● **What you have to do**
The lines you return must be all those in the data that hold the string "buttons".
##### Given data
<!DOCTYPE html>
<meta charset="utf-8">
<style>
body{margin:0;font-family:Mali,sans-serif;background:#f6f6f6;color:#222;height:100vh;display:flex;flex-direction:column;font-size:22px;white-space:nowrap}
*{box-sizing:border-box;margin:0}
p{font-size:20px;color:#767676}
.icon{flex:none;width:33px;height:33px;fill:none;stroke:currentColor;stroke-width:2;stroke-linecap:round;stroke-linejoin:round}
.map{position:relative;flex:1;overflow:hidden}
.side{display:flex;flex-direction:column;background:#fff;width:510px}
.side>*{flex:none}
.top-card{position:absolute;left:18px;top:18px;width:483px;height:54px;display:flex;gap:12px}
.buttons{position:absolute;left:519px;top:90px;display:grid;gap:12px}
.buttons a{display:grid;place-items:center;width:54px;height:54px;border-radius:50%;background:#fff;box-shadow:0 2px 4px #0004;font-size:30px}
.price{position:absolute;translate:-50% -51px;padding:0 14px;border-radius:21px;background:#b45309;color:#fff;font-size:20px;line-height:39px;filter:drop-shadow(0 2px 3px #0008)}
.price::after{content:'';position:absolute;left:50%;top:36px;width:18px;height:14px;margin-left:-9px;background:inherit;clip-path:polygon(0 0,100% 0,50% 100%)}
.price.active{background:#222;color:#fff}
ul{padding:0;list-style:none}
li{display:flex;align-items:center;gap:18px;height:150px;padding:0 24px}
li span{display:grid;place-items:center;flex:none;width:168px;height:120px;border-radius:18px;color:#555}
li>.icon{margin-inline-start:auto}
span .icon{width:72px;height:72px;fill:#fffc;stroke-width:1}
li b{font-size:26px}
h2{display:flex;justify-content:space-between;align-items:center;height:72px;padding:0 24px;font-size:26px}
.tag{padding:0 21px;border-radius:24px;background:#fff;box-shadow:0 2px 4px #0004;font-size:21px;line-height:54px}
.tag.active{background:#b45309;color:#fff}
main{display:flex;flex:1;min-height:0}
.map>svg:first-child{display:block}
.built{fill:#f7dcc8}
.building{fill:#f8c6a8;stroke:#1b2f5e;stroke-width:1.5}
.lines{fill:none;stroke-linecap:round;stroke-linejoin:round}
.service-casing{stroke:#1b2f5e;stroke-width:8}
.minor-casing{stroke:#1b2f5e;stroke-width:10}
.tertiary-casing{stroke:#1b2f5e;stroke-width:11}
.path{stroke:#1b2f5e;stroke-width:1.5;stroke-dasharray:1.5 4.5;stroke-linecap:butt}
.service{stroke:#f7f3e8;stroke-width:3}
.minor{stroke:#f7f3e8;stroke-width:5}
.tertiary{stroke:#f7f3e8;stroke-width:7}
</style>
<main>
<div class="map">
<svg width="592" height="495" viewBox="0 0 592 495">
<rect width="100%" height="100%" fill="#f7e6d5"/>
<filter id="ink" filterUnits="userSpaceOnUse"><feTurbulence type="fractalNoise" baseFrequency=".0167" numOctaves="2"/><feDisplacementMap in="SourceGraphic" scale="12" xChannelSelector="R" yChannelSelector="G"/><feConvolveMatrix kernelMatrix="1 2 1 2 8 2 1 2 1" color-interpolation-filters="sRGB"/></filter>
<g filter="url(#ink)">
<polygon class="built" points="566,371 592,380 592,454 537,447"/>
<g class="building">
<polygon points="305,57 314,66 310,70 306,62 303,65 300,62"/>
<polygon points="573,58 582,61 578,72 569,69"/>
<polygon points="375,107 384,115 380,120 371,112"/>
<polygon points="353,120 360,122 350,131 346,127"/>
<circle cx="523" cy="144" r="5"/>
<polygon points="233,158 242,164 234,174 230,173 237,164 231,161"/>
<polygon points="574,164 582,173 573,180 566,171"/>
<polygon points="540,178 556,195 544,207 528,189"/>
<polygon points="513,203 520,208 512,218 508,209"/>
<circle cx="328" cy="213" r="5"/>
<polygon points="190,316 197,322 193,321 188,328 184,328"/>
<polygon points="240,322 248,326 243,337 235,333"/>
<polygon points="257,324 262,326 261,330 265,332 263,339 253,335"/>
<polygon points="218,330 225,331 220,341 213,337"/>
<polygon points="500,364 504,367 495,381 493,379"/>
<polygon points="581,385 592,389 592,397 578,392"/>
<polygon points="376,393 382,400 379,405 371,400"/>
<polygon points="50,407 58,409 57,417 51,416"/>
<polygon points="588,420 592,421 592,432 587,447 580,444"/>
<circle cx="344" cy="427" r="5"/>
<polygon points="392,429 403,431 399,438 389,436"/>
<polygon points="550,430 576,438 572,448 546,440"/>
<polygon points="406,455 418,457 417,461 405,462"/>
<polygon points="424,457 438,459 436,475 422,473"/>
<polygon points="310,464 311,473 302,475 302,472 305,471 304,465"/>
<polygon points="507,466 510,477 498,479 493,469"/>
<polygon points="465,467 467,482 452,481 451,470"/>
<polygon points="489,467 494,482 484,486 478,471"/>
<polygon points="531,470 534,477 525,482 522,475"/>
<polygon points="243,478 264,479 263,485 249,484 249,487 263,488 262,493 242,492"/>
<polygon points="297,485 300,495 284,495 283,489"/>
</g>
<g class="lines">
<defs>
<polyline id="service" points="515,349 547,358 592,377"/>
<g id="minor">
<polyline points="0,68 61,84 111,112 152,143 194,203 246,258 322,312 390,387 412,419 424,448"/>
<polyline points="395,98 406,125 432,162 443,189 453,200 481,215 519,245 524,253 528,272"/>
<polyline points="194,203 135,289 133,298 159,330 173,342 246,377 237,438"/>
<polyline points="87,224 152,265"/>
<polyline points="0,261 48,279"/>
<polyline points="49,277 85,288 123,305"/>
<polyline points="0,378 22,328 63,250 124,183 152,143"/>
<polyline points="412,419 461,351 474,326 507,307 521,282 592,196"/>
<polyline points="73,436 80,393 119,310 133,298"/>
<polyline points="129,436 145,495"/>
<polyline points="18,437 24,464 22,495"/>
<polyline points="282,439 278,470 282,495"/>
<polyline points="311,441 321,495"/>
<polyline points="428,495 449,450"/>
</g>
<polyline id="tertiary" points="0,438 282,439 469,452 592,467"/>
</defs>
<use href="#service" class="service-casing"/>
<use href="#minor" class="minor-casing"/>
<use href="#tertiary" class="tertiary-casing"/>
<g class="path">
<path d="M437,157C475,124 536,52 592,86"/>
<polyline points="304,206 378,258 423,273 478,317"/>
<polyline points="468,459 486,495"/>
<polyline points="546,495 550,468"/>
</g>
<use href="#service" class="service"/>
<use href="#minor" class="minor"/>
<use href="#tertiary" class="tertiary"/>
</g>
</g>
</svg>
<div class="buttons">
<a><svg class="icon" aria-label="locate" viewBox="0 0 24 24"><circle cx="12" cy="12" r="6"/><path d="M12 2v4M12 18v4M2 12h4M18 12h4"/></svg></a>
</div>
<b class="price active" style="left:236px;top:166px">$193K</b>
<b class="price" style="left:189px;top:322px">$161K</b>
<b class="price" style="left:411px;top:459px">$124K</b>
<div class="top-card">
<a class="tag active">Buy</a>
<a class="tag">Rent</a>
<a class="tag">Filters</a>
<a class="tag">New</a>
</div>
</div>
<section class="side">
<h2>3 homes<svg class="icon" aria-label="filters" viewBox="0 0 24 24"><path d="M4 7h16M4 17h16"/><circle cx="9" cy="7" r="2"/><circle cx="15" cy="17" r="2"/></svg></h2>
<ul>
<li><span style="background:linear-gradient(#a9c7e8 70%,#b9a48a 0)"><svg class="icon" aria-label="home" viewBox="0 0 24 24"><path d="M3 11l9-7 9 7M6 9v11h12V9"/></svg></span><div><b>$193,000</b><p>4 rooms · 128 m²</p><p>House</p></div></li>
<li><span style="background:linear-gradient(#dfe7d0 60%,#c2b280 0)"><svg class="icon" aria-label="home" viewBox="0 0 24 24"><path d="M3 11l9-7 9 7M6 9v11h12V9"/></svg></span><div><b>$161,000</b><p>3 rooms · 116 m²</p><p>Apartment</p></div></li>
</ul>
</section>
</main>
##########
##### Given data
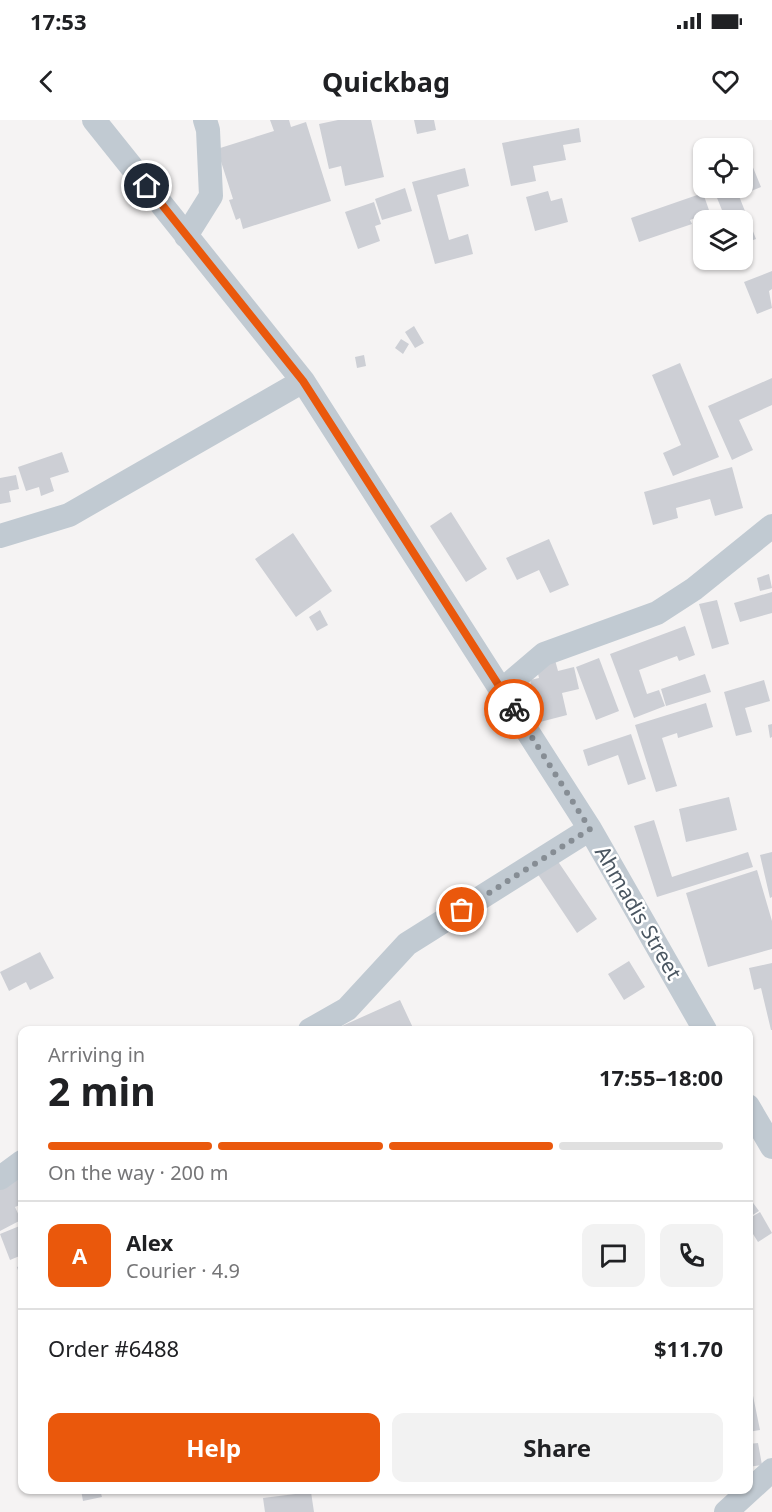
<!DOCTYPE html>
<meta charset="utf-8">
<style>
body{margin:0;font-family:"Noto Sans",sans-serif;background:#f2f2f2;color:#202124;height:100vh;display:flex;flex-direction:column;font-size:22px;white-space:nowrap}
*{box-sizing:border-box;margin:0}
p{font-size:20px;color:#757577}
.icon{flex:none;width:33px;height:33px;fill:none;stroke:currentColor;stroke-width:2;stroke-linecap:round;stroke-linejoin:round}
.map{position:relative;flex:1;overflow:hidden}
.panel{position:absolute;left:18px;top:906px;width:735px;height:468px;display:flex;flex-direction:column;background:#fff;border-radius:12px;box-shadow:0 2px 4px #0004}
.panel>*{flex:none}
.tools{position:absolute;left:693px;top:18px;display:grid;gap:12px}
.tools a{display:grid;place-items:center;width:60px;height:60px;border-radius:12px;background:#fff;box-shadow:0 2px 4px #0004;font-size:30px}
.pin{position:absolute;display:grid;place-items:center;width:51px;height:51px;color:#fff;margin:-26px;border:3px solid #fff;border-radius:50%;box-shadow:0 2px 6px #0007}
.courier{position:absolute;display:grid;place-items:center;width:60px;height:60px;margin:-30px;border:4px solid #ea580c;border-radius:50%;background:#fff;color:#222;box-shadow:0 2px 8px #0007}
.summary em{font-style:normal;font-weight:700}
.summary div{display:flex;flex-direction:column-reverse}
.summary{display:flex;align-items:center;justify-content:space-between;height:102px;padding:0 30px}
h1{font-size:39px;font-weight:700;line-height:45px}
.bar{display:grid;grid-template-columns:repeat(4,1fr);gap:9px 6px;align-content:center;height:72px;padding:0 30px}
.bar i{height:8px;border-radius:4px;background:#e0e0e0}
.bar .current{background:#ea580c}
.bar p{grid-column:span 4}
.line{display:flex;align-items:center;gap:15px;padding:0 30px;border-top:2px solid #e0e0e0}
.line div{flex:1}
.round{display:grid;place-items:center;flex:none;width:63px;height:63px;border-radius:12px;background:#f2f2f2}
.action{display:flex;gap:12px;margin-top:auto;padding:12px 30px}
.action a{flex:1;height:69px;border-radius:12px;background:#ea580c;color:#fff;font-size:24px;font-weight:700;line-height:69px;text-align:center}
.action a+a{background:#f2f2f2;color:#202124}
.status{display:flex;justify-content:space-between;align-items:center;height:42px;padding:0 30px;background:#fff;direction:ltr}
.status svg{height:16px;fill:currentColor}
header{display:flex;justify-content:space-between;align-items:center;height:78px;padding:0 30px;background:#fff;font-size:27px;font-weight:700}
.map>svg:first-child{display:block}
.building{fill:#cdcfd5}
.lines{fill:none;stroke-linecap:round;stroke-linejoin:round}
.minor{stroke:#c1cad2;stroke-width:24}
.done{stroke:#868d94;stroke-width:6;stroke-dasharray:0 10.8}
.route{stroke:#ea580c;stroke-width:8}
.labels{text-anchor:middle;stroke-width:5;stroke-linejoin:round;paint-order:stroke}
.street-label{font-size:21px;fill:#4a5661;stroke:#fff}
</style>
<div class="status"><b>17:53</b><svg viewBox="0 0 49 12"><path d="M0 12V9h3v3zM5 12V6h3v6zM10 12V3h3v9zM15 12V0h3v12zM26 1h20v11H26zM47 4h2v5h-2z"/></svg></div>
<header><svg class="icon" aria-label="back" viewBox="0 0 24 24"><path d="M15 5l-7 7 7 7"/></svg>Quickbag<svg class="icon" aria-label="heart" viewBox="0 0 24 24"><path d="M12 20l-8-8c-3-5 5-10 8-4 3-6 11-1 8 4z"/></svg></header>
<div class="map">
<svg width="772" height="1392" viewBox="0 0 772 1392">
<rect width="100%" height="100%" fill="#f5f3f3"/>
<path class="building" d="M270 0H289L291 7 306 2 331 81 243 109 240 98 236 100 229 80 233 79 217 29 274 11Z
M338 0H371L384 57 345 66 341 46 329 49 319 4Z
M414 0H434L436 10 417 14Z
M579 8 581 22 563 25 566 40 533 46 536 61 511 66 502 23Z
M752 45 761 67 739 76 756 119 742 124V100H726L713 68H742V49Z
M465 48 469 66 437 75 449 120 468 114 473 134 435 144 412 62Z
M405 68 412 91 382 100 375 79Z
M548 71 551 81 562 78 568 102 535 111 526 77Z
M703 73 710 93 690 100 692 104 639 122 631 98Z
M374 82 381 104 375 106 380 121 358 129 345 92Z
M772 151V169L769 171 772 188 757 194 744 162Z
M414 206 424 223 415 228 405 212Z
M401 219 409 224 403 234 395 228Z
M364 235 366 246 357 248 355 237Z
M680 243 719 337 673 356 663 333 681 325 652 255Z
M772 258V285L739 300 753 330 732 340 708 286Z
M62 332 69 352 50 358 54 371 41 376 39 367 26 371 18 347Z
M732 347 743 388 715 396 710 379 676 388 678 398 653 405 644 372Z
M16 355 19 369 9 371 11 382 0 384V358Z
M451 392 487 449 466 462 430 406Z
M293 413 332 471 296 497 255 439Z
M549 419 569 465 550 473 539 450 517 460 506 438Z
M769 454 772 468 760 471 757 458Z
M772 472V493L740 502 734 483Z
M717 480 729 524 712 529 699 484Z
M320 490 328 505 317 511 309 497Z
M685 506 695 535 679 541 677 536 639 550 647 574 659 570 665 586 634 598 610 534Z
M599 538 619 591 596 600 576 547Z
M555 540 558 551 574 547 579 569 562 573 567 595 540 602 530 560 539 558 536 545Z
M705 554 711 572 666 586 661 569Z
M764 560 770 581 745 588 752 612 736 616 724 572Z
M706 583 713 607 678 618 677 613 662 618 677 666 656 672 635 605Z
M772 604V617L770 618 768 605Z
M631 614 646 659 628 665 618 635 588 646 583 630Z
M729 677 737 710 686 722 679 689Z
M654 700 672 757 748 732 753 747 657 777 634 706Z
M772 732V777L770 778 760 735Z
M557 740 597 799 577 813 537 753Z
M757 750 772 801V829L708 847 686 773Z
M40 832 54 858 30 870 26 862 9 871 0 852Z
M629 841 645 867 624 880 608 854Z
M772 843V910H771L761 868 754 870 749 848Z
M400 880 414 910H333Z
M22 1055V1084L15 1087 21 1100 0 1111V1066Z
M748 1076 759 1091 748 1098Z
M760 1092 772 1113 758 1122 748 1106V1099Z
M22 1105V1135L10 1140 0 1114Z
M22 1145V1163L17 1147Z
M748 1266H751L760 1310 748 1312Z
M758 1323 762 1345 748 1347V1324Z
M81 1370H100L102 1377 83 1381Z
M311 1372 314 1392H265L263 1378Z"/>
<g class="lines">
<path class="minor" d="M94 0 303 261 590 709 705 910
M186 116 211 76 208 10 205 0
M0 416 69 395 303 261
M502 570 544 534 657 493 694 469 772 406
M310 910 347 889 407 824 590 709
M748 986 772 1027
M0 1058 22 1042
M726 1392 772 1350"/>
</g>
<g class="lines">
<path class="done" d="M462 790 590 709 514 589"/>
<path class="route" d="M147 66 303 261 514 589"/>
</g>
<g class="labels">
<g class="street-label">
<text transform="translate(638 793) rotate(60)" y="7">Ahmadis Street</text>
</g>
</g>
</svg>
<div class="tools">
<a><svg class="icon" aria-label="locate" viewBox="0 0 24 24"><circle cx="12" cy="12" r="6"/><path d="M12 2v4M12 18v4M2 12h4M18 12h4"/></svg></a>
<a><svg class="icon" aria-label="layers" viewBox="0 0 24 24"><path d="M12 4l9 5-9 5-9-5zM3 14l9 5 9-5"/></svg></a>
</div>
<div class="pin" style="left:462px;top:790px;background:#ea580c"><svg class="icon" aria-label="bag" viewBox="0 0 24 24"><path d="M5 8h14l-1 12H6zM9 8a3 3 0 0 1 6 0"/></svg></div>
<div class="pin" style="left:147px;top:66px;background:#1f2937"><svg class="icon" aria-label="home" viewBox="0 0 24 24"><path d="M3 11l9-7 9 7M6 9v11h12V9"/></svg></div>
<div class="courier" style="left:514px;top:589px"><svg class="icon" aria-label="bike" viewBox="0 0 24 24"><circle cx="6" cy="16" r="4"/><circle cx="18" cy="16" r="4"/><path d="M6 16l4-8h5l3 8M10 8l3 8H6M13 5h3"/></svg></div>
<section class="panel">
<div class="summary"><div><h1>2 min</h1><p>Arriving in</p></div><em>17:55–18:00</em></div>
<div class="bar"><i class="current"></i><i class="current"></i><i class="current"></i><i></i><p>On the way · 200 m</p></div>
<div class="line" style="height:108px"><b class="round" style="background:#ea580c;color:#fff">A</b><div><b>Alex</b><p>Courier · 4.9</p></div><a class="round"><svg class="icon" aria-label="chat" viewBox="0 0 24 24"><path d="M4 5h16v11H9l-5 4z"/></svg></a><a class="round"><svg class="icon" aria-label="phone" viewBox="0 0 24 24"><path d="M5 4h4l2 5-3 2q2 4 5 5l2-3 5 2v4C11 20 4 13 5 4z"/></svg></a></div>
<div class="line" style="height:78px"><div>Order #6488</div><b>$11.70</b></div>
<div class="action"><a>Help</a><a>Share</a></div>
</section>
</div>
##########
● **Written response**
.buttons{position:absolute;left:519px;top:90px;display:grid;gap:12px}
.buttons a{display:grid;place-items:center;width:54px;height:54px;border-radius:50%;background:#fff;box-shadow:0 2px 4px #0004;font-size:30px}
<div class="buttons">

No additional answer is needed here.